## TASK TO CARRY OUT
Go through the data and copy each line where the string "stream" appears.

─── MATERIALS PROVIDED

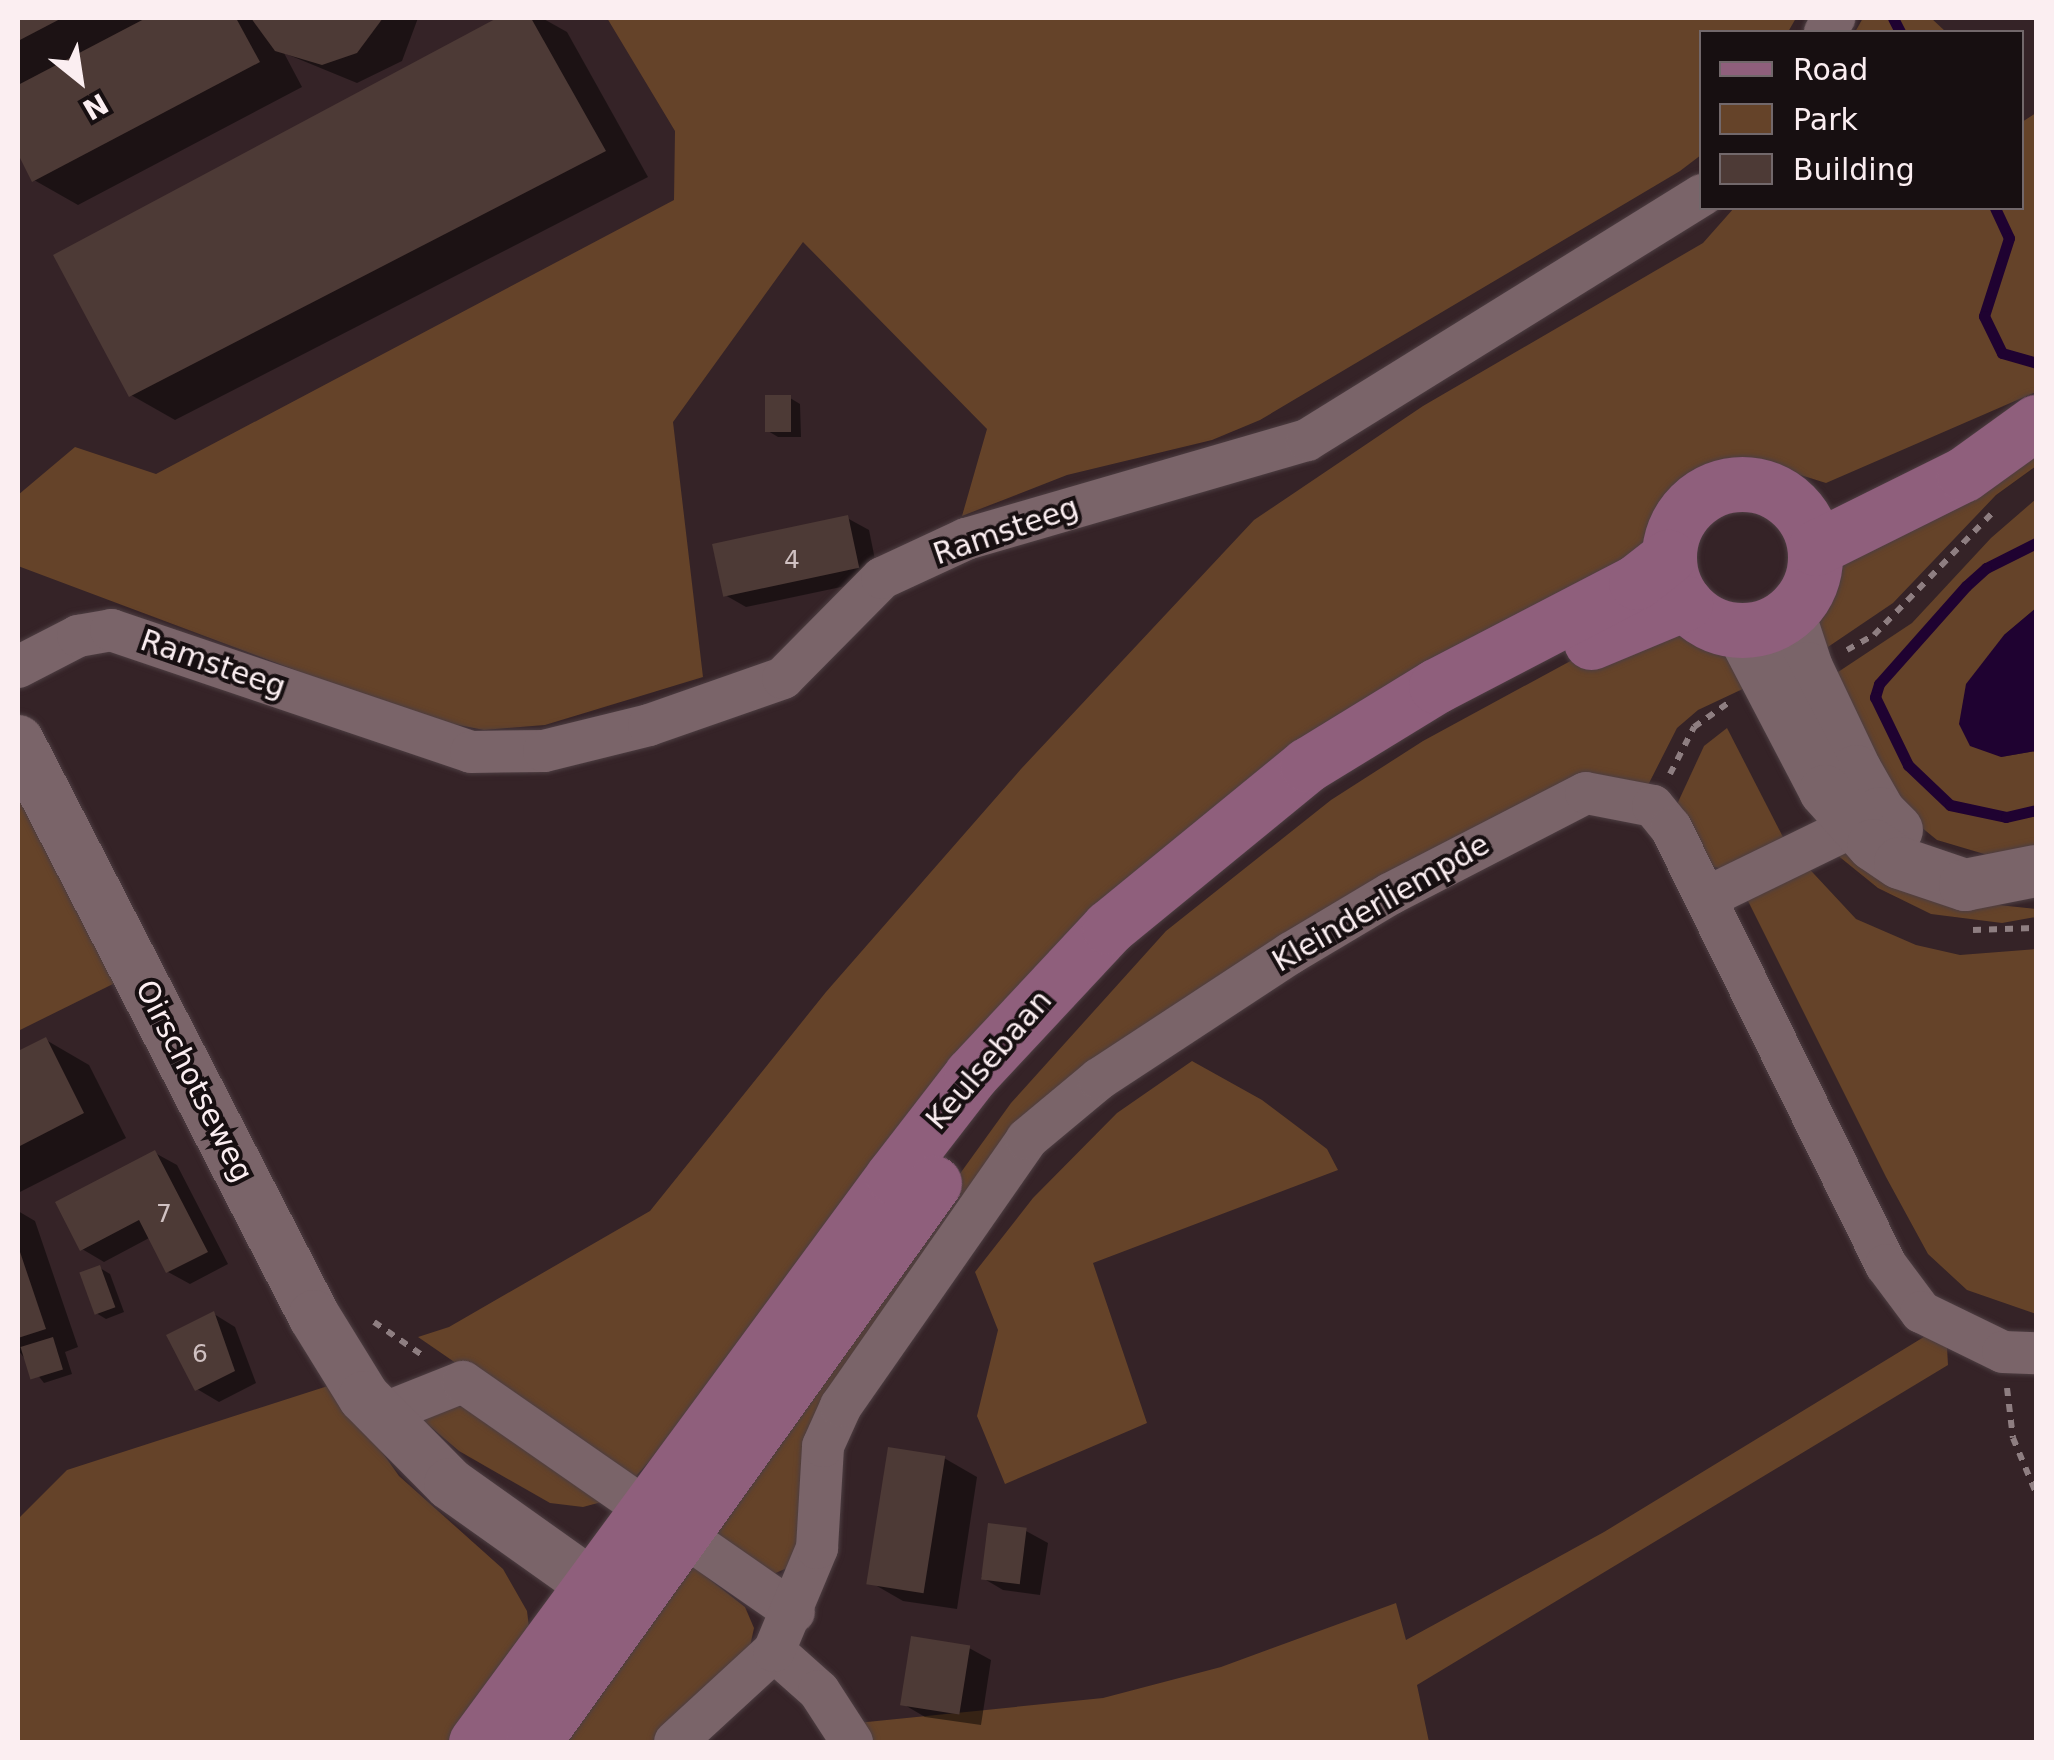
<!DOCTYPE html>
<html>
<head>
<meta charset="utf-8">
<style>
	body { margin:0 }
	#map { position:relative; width:2054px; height:1760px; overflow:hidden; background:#352327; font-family:"DejaVu Sans",sans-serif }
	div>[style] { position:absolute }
	.green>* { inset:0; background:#654329 }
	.water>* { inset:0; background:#1f0231 }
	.shadow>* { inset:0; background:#0007 }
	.stream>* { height:11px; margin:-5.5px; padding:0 5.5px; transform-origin:5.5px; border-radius:5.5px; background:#1f0231 }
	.building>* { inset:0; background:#4d3a36; transform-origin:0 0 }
	.path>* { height:6px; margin-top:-3px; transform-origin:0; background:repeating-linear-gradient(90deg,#8e7e81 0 8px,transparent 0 16px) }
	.roads { filter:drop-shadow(0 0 2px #4d3e42) drop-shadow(0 0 2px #4d3e42) }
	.minor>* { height:42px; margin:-21px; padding:0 21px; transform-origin:21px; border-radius:21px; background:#7a6469 }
	.tertiary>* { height:52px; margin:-26px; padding:0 26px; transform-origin:26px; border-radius:26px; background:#7a6469 }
	.secondary>* { height:55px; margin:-27.5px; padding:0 27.5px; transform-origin:27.5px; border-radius:27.5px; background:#8f5f7c }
	.secondary>.ring { margin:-27.5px; padding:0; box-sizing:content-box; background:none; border:55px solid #8f5f7c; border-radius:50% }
	span { translate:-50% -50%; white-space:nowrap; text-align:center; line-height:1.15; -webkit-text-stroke:8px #170f11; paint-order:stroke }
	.number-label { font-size:25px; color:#d0c1c2 }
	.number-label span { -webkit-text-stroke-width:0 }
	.street-label { font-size:30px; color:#fbeef1 }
	.frame { position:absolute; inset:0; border:20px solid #fbeef1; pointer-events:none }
	.legend { position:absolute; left:1699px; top:30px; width:325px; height:180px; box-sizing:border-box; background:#170f11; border:2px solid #72686b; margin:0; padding:12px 18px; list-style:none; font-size:30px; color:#fbeef1 }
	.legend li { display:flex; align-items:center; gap:20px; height:50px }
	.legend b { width:50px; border:2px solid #72686b }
	.north { position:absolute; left:30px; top:30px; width:100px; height:100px; -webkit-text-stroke:8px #170f11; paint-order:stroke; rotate:150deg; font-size:28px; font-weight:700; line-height:40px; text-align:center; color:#fbeef1 }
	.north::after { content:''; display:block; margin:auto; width:35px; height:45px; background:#fbeef1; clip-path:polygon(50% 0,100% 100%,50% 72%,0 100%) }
</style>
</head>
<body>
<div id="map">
	<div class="green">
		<div style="clip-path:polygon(607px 18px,1796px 18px,1788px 32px,1702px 32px,1701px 155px,1680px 171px,1260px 420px,1212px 440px,1067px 475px,962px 516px,987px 429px,803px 242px,673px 422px,703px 677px,545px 725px,484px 730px,423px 718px,18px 566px,18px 495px,75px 447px,156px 474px,674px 200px,675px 131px)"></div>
		<div style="clip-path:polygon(1863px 18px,1931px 18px,1946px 32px,1855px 32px)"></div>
		<div style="clip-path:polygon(2036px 113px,2036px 392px,1826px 483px,1762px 463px,1703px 470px,1672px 495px,1648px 544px,1207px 831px,630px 1483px,418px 1337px,449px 1327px,650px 1211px,826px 992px,1021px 769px,1254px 520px,1423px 406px,1703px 243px,1734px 208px,2022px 208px,2022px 122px)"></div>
		<div style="clip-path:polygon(2036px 458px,2036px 466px,1996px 495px,1893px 603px,1822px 651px,1814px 622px,1836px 567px,1887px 526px)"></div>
		<div style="clip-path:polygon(2036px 499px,2036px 608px,2004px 635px,2001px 757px,2036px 751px,2036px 853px,1991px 856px,1937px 840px,1905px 814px,1832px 676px,1912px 623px,1991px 538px)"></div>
		<div style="clip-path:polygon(1690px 629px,1733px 649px,1764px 679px,1698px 710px,1677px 728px,1644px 793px,1474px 830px,961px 1205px,787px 1568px,769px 1576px,697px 1538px,1011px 1103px,1166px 931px,1331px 800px,1423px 741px,1576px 658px)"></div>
		<div style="clip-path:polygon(1727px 728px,1784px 839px,1722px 869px,1707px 865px,1673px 813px,1704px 746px)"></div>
		<div style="clip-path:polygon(18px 784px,119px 981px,18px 1031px)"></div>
		<div style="clip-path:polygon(1849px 847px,1989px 904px,2036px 909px,2036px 917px,2002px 923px,1931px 914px,1878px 888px,1831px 850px)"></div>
		<div style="clip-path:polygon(1801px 860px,1856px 919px,1916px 945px,1960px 955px,2036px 949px,2036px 1314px,1967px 1290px,1928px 1254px,1886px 1177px,1743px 891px)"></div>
		<div style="clip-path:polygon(1192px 1061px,1262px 1100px,1327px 1149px,1338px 1170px,1093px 1263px,1147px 1423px,1005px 1484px,977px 1416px,998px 1330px,975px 1272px,1033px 1198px,1117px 1113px)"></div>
		<div style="clip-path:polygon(1932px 1332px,1947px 1347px,1948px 1365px,1417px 1685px,1429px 1742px,867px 1742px,857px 1723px,1103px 1698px,1221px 1667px,1396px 1603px,1406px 1640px,1604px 1532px)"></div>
		<div style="clip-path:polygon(334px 1384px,399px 1476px,503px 1569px,527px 1611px,530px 1635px,455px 1742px,18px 1742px,18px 1519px,67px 1470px)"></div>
		<div style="clip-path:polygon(455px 1406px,467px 1407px,609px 1500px,583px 1507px,550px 1503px,459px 1451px,419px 1417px)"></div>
		<div style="clip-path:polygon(682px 1558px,745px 1607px,754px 1628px,749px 1651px,657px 1742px,549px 1742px)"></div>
	</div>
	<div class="water">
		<div style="clip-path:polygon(2036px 608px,2036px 751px,2001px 757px,1970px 746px,1959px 724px,1966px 684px,2004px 635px)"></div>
	</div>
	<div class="shadow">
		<div style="clip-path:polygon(18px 18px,418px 18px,402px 61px,357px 83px,284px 53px,302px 87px,78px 205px,34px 180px,18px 148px)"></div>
		<div style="clip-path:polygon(503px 18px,542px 18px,567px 32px,648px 177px,175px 420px,131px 395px,57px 256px)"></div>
		<div style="clip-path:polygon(790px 398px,800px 404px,801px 437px,778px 437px,768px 431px)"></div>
		<div style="clip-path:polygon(847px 518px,869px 530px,879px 579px,746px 607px,725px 595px)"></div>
		<div style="clip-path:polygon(46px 1040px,89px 1065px,126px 1138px,18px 1193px,18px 1054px)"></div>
		<div style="clip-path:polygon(155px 1153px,177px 1165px,228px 1264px,190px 1284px,168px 1272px,151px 1237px,104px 1262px,82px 1249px)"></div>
		<div style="clip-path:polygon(18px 1211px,35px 1221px,78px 1347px,65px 1352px,72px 1374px,44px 1383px,18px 1350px)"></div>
		<div style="clip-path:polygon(100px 1268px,110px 1274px,124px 1312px,106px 1319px,96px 1313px)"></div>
		<div style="clip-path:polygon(214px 1314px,235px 1327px,256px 1383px,219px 1402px,197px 1389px)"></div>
		<div style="clip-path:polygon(944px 1458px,977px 1477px,957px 1609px,903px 1601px,870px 1582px)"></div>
		<div style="clip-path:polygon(1026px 1531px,1048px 1543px,1040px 1595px,1003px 1590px,981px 1577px)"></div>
		<div style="clip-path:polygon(969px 1648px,991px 1660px,981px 1725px,925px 1717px,903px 1704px)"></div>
	</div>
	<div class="stream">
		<div style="left:1893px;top:18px;width:16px;rotate:63deg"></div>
		<div style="left:1995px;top:208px;width:33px;rotate:65deg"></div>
		<div style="left:2009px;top:238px;width:82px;rotate:107.8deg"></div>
		<div style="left:1984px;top:316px;width:41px;rotate:64.1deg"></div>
		<div style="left:2002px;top:353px;width:35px;rotate:16deg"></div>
		<div style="left:2036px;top:543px;width:56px;rotate:153.4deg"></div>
		<div style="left:1986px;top:568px;width:27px;rotate:138deg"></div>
		<div style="left:1966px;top:586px;width:131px;rotate:131.6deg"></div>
		<div style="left:1879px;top:684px;width:14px;rotate:107deg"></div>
		<div style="left:1875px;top:697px;width:76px;rotate:64.1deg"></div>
		<div style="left:1908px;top:765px;width:58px;rotate:43.6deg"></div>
		<div style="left:1950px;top:805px;width:57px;rotate:12.1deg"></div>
		<div style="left:2006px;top:817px;width:31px;rotate:-13deg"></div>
	</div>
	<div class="building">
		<div style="clip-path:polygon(18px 18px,62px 18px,18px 41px)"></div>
		<div style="clip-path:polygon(146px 18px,236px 18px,260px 62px,32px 182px,18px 154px,18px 85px)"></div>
		<div style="clip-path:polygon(251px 18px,383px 18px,357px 53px,322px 65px,275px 51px)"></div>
		<div style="clip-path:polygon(497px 18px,531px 18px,606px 151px,129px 397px,53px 255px)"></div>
		<div style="left:791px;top:395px;width:37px;height:26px;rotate:90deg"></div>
		<div style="left:848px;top:515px;width:54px;height:139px;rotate:78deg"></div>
		<div style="clip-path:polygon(46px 1037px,84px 1113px,18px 1147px,18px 1051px)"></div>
		<div style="clip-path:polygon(155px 1150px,208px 1252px,166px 1273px,139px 1220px,80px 1251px,55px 1202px)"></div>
		<div style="clip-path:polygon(18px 1246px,46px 1329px,18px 1338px)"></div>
		<div style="left:100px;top:1265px;width:45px;height:22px;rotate:70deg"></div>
		<div style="clip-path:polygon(214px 1311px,235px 1371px,195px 1391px,166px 1335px)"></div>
		<div style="left:53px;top:1337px;width:34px;height:34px;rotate:73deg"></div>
		<div style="left:888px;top:1447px;width:58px;height:139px;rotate:9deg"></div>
		<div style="left:988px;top:1523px;width:39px;height:57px;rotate:7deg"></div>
		<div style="left:911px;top:1636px;width:60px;height:70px;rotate:9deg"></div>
	</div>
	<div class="path">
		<div style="left:1847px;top:650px;width:31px;rotate:-29deg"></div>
		<div style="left:1874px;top:635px;width:173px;rotate:-45.9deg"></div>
		<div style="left:1670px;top:774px;width:53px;rotate:-62.9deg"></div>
		<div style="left:1694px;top:727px;width:45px;rotate:-35.1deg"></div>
		<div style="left:1973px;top:930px;width:63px;rotate:-1.8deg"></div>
		<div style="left:374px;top:1322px;width:62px;rotate:34.5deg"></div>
		<div style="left:2007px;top:1388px;width:50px;rotate:83.2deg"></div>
		<div style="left:2013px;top:1438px;width:60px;rotate:67.3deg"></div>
	</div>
	<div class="roads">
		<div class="minor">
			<div style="left:1825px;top:32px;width:17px;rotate:-57deg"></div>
			<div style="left:18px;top:667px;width:68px;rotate:-27.3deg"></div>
			<div style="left:78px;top:636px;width:34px;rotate:-10deg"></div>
			<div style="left:111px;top:630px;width:380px;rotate:18.7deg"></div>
			<div style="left:471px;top:752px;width:73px;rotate:-0.8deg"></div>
			<div style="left:544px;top:751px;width:108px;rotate:-13.9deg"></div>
			<div style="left:649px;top:725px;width:142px;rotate:-19.3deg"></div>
			<div style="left:783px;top:678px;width:141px;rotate:-45.3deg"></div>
			<div style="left:882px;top:578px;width:93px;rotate:-24.9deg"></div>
			<div style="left:966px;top:539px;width:355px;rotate:-16.2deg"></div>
			<div style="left:1307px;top:440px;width:465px;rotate:-31.8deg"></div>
			<div style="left:1708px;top:897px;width:191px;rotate:-26deg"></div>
			<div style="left:380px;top:1415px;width:89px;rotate:-21.7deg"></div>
			<div style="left:463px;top:1382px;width:403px;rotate:34.8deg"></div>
			<div style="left:774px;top:1651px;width:60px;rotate:41.6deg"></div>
			<div style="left:819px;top:1691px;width:61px;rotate:57.1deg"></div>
			<div style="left:675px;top:1742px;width:134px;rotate:-42.6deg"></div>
			<div style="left:774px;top:1651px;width:112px;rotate:-67.3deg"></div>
			<div style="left:817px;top:1548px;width:102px;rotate:-86.6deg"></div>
			<div style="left:823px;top:1446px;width:44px;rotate:-65.8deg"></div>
			<div style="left:841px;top:1406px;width:325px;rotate:-55.1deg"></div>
			<div style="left:1027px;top:1139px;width:94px;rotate:-39.8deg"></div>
			<div style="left:1099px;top:1079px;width:230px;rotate:-33.3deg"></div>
			<div style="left:1291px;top:953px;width:115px;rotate:-30.8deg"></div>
			<div style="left:1390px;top:894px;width:220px;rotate:-27.3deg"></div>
			<div style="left:1586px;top:793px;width:68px;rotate:11deg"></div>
			<div style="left:1653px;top:806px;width:28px;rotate:51deg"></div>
			<div style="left:1671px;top:828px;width:487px;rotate:63.8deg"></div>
			<div style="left:1886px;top:1265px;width:59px;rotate:53.3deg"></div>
			<div style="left:1921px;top:1312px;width:91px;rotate:26deg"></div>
			<div style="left:2003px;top:1352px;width:33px;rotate:2deg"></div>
		</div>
		<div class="tertiary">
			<div style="left:1789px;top:613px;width:58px;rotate:71.9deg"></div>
			<div style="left:1807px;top:668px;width:114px;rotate:64.6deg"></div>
			<div style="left:1856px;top:771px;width:48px;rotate:60.3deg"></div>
			<div style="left:1880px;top:813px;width:24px;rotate:45deg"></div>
			<div style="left:1741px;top:630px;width:182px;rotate:62.4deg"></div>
			<div style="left:1825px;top:791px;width:72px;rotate:48.4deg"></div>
			<div style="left:1873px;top:845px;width:32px;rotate:34deg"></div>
			<div style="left:1900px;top:863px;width:69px;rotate:18.7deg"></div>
			<div style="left:1965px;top:885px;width:72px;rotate:-11.2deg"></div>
			<div style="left:18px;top:741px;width:647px;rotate:62.76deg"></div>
			<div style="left:314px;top:1316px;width:95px;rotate:58.3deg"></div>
			<div style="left:364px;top:1397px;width:122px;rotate:45.3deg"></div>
			<div style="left:450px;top:1484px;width:217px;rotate:35.4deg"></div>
		</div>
		<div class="secondary">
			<div class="ring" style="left:1669px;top:484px;width:91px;height:91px"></div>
			<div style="left:1815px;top:548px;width:166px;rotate:-26.4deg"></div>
			<div style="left:1964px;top:474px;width:89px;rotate:-35.8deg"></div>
			<div style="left:1591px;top:642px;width:102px;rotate:-22.5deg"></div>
			<div style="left:476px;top:1742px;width:703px;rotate:-53.62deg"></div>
			<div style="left:893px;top:1176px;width:128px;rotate:-52.3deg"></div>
			<div style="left:971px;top:1075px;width:202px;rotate:-47deg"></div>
			<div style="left:1109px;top:927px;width:256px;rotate:-39.3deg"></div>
			<div style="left:1307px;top:765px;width:151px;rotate:-31.5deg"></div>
			<div style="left:1436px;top:686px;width:225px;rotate:-27.5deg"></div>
			<div style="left:1636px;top:582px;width:41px;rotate:-38deg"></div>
			<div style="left:533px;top:1742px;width:688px;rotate:-54.35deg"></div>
		</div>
	</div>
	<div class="number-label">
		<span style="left:792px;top:560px">4</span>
		<span style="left:164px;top:1214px">7</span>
		<span style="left:200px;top:1354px">6</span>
	</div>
	<div class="street-label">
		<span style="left:1006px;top:531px;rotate:-19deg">Ramsteeg</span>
		<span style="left:213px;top:664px;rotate:19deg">Ramsteeg</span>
		<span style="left:1381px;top:903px;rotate:-30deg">Kleinderliempde</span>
		<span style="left:989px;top:1060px;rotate:-49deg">Keulsebaan</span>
		<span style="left:194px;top:1081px;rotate:63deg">Oirschotseweg</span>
	</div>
	<div class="frame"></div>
	<ul class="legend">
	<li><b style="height:12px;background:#8f5f7c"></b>Road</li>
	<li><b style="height:28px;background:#654329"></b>Park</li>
	<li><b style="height:28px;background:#4d3a36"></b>Building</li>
	</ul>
	<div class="north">N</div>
</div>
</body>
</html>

──────

## ANSWER AREA
	.stream>* { height:11px; margin:-5.5px; padding:0 5.5px; transform-origin:5.5px; border-radius:5.5px; background:#1f0231 }
	<div class="stream">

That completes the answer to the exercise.